A group of eight Latin American teenage militia members are sent to a mountain top by their rebel commanders in the Organization, a political organization waging war against the established government. The Organization leaves them with assault rifles, a hostage to protect in Doctora (Julianne Nicholson) and a milk cow.
Monos is the story of eight teenagers waging a war with no clear purpose against a faceless power on behalf of a faceless power while losing themselves in each other. It’s a nasty blend of Lord of the Flies and Aguirre, the Wrath of God. But truthfully, it is its own thing — a movie about teenagers coming into themselves in the most lush, yet desolate, environment imaginable. The fog of war abounds as the situation starts crumbling. Monos gives no quarter and asks for none. It’s a steel-toed boot to the head, a soaking wet surreal story about growing up with nothing to grasp onto. Its heart pumps with bloody mud.
Their names are Bigfoot (Moisés Arias), Rambo, Wolf, Lady, Swede, Smuf, Boom Boom, Dog … their names gifted by each other, for each other. Codenames that become names that inform their identities. Once alone on the mountaintop, they create rituals. They fall in love. They explore their sexualities. At first, the cow defines their mission more than their hostage, but that changes in short order. The guns they’re left with give them a raw power that pales in comparison to the influence of hormones, groupthink and gossip. Bodies don’t pile up per se, but they fall all the same. Writer-director Alejandro Landes stages his teenage dream against such a chaotic backdrop not to recontextualize familiar plot beats in teen coming-of-age stories but to heighten the emotions that undergird them.

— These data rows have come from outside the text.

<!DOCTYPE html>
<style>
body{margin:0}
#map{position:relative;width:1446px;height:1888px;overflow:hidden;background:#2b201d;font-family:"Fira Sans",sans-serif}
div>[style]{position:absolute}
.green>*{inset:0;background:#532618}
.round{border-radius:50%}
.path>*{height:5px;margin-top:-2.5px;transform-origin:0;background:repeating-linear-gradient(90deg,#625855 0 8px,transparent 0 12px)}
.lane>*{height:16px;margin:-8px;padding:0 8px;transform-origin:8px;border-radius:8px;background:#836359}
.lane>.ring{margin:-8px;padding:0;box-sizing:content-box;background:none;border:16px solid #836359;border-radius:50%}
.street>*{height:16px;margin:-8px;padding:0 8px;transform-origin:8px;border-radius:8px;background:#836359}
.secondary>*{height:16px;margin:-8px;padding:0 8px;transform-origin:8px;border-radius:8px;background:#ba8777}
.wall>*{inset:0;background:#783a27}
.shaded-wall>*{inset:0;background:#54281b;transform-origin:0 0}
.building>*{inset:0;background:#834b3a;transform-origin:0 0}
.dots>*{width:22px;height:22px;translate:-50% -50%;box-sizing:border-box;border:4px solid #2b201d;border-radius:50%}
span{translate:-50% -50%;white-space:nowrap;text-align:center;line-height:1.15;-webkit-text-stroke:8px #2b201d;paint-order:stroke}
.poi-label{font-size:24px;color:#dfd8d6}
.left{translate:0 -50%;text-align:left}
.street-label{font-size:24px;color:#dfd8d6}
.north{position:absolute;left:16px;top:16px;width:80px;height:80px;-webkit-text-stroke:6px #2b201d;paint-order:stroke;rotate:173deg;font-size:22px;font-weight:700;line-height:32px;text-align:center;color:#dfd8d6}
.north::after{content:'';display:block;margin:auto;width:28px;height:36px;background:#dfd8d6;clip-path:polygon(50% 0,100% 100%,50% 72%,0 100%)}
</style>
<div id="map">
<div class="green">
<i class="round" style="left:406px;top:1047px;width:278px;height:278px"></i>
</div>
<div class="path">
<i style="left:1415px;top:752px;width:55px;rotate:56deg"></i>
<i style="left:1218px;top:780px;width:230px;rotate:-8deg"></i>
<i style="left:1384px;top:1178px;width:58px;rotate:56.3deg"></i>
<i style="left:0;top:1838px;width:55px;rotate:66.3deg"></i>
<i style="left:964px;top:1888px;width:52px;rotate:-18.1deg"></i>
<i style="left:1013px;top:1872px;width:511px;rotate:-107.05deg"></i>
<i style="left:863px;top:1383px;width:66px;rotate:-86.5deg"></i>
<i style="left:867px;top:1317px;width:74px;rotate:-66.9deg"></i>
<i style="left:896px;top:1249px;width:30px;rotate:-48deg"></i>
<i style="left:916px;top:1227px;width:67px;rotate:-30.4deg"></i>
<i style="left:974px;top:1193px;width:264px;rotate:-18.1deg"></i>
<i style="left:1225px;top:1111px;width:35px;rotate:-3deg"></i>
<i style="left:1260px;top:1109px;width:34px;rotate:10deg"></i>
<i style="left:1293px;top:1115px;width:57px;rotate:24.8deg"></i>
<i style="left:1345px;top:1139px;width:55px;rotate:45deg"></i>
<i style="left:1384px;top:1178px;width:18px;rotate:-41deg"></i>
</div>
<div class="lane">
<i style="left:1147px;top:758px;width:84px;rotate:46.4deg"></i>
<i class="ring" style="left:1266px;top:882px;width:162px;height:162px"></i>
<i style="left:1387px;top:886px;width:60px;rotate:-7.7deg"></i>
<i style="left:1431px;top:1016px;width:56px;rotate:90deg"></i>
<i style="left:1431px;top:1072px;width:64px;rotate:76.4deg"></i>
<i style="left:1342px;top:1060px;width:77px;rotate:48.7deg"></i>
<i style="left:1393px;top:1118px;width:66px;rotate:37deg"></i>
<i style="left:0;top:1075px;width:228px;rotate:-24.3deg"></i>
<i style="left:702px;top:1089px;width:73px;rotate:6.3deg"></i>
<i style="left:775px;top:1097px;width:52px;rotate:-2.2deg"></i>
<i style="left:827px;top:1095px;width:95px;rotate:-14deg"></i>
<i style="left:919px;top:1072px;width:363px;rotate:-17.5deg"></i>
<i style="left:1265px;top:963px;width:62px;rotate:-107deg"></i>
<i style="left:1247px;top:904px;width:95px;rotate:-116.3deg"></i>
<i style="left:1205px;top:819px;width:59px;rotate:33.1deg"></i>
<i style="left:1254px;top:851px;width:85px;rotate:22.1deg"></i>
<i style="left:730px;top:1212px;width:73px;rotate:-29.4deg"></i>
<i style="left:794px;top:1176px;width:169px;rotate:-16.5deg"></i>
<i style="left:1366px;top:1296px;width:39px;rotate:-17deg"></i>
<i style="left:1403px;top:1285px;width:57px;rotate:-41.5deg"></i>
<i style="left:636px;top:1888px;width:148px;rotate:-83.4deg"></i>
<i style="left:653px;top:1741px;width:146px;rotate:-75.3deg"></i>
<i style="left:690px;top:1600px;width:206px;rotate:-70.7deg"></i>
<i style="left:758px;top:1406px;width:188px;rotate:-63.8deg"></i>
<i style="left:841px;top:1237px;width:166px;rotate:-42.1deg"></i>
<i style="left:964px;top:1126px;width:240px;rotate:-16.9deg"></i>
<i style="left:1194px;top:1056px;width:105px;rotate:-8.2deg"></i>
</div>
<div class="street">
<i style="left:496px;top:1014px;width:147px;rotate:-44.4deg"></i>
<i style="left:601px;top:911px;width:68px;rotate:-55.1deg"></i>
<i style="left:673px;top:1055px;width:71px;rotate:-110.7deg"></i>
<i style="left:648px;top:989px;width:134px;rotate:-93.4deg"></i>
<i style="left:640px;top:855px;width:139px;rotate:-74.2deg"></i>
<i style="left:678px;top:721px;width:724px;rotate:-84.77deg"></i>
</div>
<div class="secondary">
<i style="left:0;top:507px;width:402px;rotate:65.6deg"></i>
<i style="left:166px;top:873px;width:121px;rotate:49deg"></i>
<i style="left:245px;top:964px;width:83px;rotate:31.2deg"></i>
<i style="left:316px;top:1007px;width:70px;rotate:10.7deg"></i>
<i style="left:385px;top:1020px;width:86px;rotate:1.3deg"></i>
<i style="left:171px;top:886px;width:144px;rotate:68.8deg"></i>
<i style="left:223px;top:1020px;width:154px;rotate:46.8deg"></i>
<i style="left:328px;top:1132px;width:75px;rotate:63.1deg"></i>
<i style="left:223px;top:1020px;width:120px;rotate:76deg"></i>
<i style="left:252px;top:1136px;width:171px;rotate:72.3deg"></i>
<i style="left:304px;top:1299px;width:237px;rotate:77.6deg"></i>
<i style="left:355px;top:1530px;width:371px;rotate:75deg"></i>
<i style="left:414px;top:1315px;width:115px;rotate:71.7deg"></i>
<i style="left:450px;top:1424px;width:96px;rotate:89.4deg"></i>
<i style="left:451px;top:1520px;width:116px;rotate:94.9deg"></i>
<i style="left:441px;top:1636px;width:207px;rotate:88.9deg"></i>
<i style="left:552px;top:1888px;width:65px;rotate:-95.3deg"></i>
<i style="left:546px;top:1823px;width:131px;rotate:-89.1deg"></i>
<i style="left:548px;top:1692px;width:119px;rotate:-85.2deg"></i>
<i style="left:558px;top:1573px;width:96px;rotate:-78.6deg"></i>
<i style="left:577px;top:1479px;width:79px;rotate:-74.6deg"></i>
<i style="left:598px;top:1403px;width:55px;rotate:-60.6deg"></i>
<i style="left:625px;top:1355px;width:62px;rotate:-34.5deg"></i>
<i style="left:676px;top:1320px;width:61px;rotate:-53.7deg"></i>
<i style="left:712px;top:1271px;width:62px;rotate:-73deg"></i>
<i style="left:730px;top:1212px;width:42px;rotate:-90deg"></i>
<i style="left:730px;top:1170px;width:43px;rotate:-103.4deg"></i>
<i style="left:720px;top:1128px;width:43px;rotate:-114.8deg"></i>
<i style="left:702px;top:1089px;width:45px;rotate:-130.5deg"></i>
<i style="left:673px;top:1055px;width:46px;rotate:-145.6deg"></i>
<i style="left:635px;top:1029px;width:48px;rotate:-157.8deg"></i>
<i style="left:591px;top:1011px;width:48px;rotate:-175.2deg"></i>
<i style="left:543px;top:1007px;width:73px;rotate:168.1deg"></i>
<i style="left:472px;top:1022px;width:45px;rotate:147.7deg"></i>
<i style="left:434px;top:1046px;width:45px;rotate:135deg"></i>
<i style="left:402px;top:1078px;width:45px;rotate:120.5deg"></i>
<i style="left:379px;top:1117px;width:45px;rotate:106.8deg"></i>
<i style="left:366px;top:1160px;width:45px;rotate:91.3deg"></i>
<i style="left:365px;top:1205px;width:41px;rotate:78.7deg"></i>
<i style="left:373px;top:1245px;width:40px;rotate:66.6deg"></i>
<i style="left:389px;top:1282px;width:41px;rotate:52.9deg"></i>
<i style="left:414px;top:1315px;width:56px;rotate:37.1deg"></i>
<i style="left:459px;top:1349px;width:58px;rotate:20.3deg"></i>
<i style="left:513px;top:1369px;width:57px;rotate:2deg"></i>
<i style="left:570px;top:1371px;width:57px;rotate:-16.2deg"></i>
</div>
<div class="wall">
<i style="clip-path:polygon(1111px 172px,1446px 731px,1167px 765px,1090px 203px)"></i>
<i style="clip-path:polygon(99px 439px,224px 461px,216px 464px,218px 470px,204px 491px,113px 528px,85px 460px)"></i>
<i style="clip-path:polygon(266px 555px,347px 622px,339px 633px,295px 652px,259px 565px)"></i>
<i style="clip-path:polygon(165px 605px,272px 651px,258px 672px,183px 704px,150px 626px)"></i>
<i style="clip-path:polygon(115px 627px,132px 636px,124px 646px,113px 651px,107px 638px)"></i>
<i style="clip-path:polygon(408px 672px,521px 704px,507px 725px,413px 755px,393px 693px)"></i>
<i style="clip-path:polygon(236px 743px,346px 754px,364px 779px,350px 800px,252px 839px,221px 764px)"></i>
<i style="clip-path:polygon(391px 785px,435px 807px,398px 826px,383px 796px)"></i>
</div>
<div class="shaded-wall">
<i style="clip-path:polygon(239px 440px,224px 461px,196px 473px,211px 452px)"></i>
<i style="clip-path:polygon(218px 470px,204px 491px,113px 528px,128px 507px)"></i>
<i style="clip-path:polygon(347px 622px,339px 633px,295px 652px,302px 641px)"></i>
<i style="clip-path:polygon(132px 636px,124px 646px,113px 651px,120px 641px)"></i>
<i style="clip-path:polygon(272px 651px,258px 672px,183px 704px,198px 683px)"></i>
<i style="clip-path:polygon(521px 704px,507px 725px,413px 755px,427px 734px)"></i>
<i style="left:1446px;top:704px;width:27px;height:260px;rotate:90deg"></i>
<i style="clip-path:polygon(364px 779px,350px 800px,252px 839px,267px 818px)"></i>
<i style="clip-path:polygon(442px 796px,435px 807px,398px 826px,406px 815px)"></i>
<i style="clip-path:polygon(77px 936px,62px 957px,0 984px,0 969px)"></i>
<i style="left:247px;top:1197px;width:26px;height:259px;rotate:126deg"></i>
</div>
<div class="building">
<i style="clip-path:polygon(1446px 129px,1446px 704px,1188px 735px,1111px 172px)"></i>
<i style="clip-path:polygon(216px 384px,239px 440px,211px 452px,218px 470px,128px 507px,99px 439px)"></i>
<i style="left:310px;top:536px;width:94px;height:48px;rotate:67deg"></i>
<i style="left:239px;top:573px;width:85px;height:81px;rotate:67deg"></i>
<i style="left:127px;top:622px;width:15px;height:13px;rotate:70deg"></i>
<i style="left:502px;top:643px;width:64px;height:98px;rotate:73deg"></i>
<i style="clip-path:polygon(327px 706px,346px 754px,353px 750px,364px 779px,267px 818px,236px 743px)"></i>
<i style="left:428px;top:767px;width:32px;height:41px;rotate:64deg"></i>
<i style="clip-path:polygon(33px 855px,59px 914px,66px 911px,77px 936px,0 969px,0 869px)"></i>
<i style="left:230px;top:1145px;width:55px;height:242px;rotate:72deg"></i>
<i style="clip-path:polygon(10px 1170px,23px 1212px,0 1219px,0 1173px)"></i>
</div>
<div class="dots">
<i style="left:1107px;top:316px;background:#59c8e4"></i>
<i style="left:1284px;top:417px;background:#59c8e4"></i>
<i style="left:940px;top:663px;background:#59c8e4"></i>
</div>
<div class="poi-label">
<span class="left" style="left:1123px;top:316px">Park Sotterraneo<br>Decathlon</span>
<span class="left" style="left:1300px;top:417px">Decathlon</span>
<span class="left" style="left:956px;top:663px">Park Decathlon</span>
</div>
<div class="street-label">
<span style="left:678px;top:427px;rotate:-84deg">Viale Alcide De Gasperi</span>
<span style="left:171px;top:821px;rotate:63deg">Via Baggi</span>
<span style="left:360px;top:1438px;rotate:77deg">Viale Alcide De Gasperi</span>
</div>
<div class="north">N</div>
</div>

Landes captures the mountain and the jungle with cinematography by Jasper Wolf that makes you wonder if these kids aren’t trapped in the most beautiful places in the world. In an odd way, the isolation made me think of Honeyland, a documentary that depicts an isolated woman named Hatidze, the last in her family of bee-keepers confronting a family of nomads without respect for the world or her place in it. Like these fictional teenagers in Monos, Hatidze lives in a gorgeous landscape seemingly untouched by human endeavors, and it’s the setting for her solitary story. Monos is geographically isolated (until the mortars fall and the bullets fly), but in this case the story is about the warring groups who are, it turns out, just as lonely together as they would be as monk-like recluses. The two make for a strange and fascinating double feature about the human soul.
As beautiful as the landscapes are, Landes never makes them comfortable, and during multiple thrilling moments we’re reminded that the Earth was not made for us. One escape sequence in particular ends in buzzing bug-horror that boggles the mind. Enter Monos knowing that it isn’t a comfortable or comforting film, physically or emotionally. That the lessons learned about growing up aren’t the ones that usually sneak their way into genre takes on what it means to assimilate (or find your place on the outside). Maybe another title would be, like so many other war movies and war novels, the children’s crusade. But maybe all wars are ultimately fought by children; maybe the rationales we concoct to blow everything away aren’t much more rational than one boy angry that the other boy got to kiss the girl.
Teenage dream? Teenage nightmare. Teenage night terror.